Best Treatments - The researchers point out that yield and N use efficiency are considered the two most important measures for evaluation of the relative success of N fertilizer treatments. They defined N use efficiency in their study as the percentage of inorganic soil N (soil test N + mineralized N released from soil organic matter + applied fertilizer N) found in the above-ground portion of the winter wheat plant at harvest.

Treatments with 25 to 50 percent of the N banded below the seed at planting and the remaining 75 to 50 percent spring broadcast, produced significantly higher yields and N use efficiencies when compared to the average of all other treatments except the control and seed-banded treatments (Table 1). The control and seed-banded treatments were excluded here because they produced unacceptably low yields and N use efficiencies compared to the other treatments.

Both of these split application treatments of below the seed/spring-broadcast resulted in higher yields than with similar application splits with fall broadcasting in 3 of the 4 years. Nitrogen use efficiencies achieved using these spring-broadcast split application were higher than with fall-broadcast splits each year (Table 2).

Although split application treatments of banding below the seed/spring broadcast were more effective than similar splits with fall broadcasting, broadcasting all of the N in the spring significantly reduced yields compared to all fall broadcasting in 3 of the 4 years (Table 3). The researchers point out that this shows the need for a portion of the N fertilizer to be available in the fall to provide adequate fall growth and development. It also allows some N movement deeper in the root zone for use later in crop development.


Table 1. Comparison of winter wheat yields and N use efficiencies of split N fertilizer application treatments of banded below the seed/spring broadcast vs. all other N fertilizer treatments (excluding the control and seed-banded treatments), 1982-87 near Moscow, ID.

Nitrogen Placement

and timing treatments 1

Yield and N use efficiency
1982-83 1983-84 1985-86 1986-87
Yield (bu/acre)
Banded below the seed/spring broadcast split applications 123 138 117 106
Average of all other applications

(band below the seed, broadcast or combinations)

113 122 111 97
Significant differences 2 c d a c
  N use efficiency (%)
Banded below the seed/spring broadcast split applications 58 67 59 58
Average of all other applications

(band below the seed, broadcast or combinations)

52 58 54 48
Significant differences 2 c c a b

1 Treatment results are the average of urea and ammonium nitrate sources of N since there were no significant differences due to N sources, except in comparison with the seed-banded treatments.
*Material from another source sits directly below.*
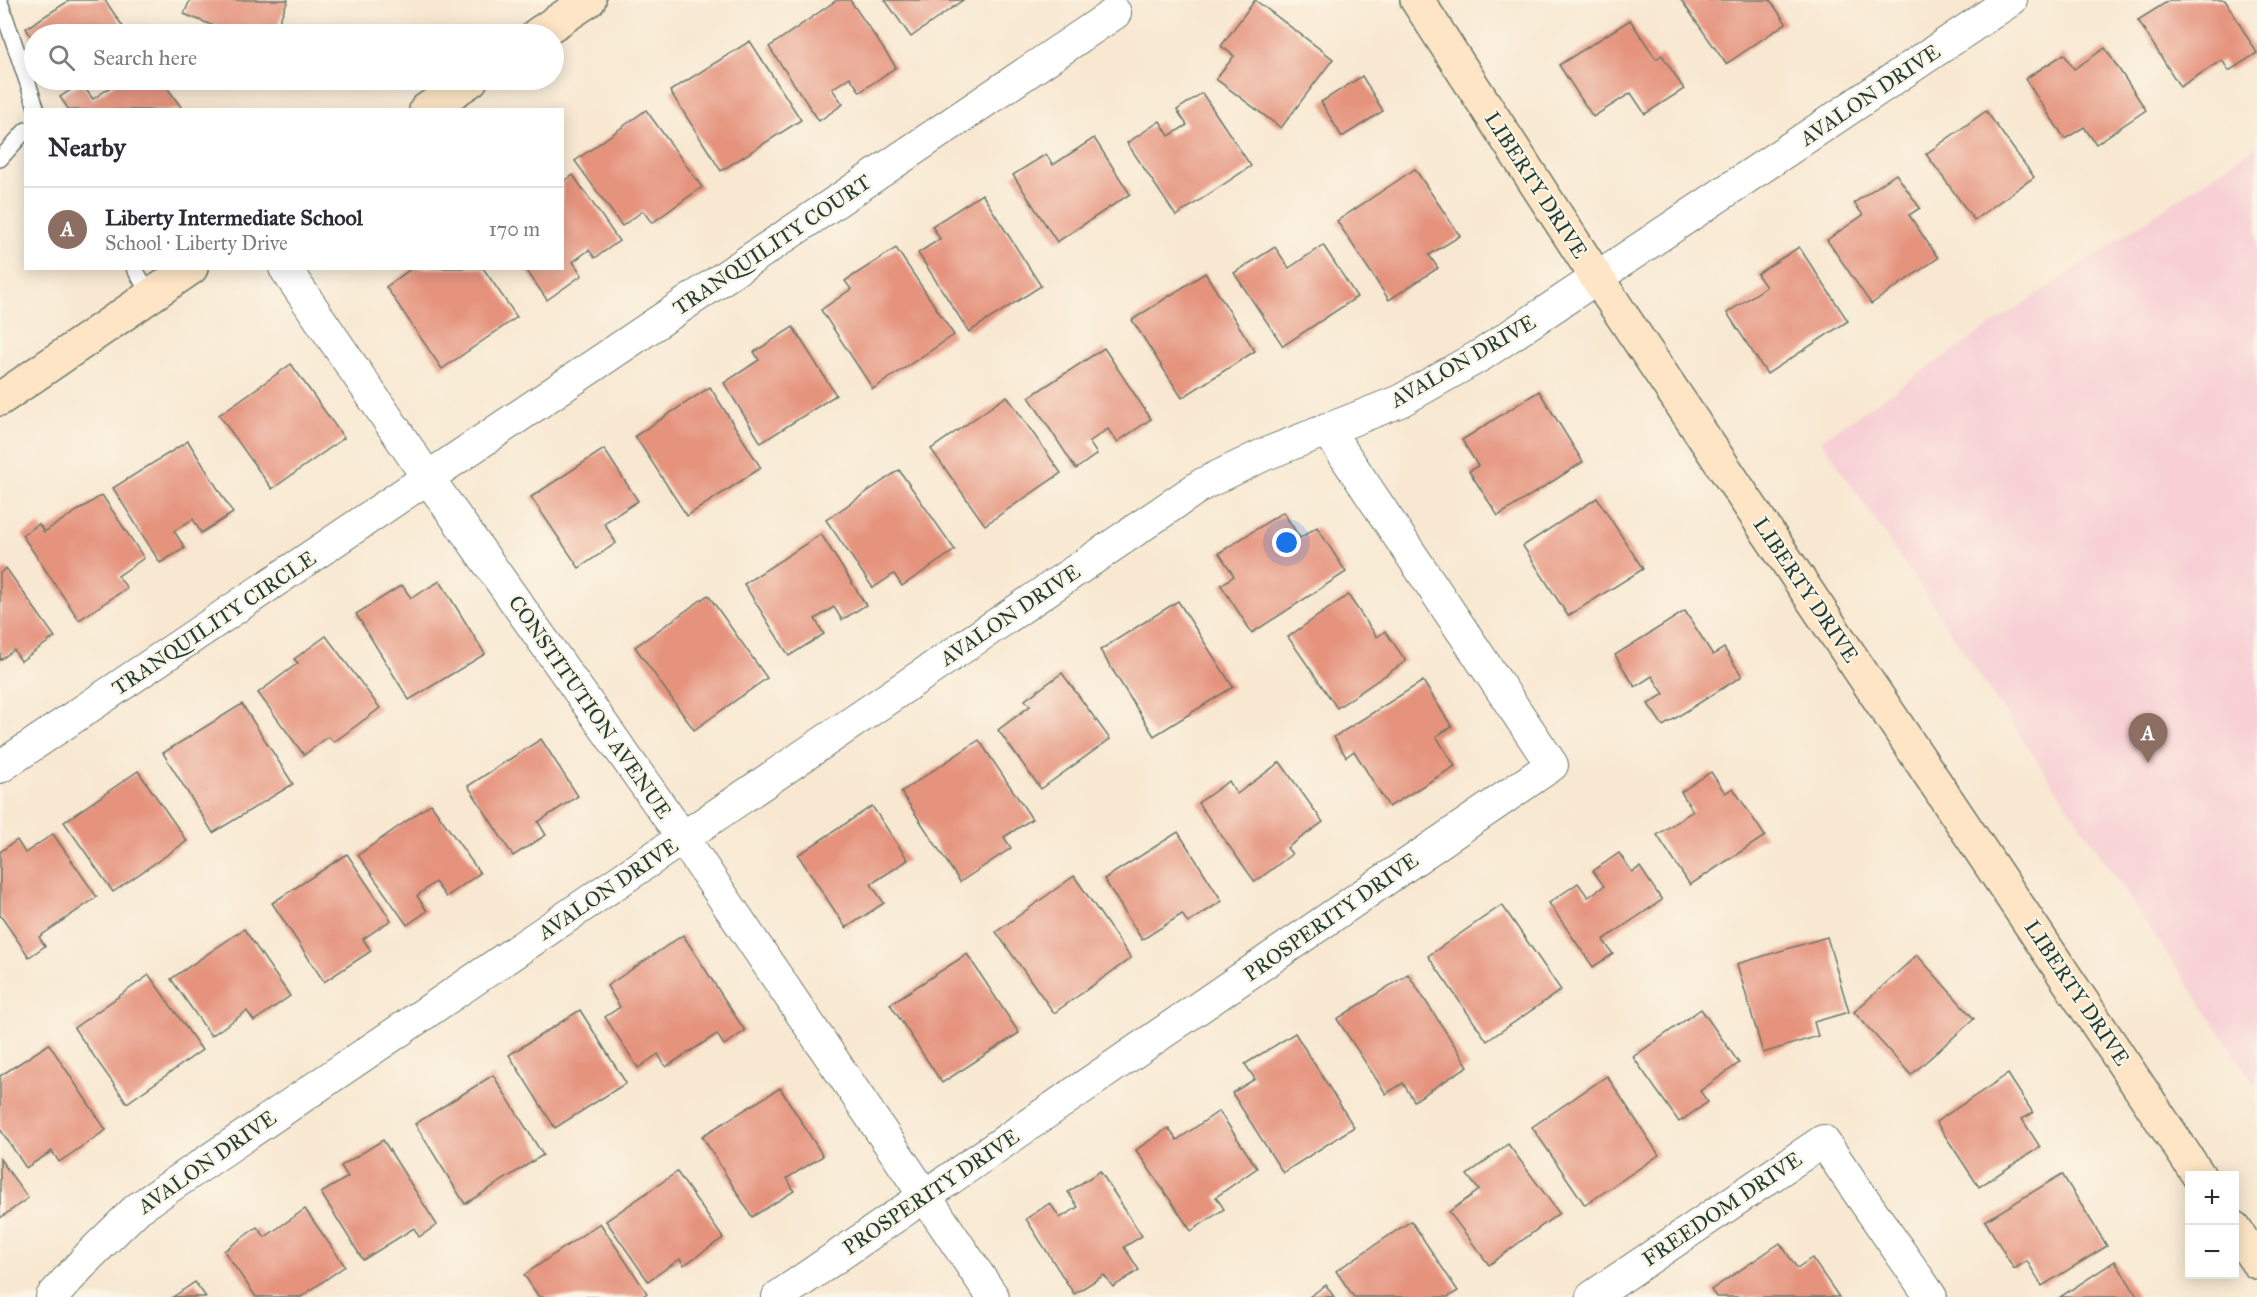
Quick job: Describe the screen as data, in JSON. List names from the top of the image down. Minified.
{"streets":{"street":["AVALON DRIVE","LIBERTY DRIVE","TRANQUILITY COURT","TRANQUILITY CIRCLE","CONSTITUTION AVENUE","PROSPERITY DRIVE","FREEDOM DRIVE"]},"crossings":[["AVALON DRIVE","LIBERTY DRIVE"],["AVALON DRIVE","CONSTITUTION AVENUE"],["AVALON DRIVE","PROSPERITY DRIVE"],["TRANQUILITY COURT","TRANQUILITY CIRCLE"],["TRANQUILITY COURT","CONSTITUTION AVENUE"],["TRANQUILITY CIRCLE","CONSTITUTION AVENUE"],["CONSTITUTION AVENUE","PROSPERITY DRIVE"]],"page":{"search":"Search here","heading":"Nearby","list":[{"mark":"A","name":"Liberty Intermediate School","note":"School · Liberty Drive","value":"170 m"}],"pins":"A","map_buttons":["+","−"]}}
2 Letters a, b, c and d represent statistically significant differences within the subject columns at the 95, 99, 99.9 and 99.99 percent probability levels, respectively.

Table 2. Comparison of winter wheat N use efficiencies of spring vs. fall broadcasting of N fertilizer, each in split application with fall banding below the seed, 1982-87 near Moscow. ID.

Nitrogen Placement

and timing treatments

N use efficiency 1
1982-83 1983-84 1985-86 1986-87
50% banded below the seed/50% fall broadcast 52b 60b 54b 51b
50% banded below the seed/50% spring broadcast 56a 66a 59a 58a
25% banded below the seed/75% fall broadcast 51b 60b 53b 50b
25% banded below the seed/75% spring broadcast 60a 68a 59a 57a

1 Means within a column followed by the same letter are not statistically different at the 95 percent probability y level (LSD).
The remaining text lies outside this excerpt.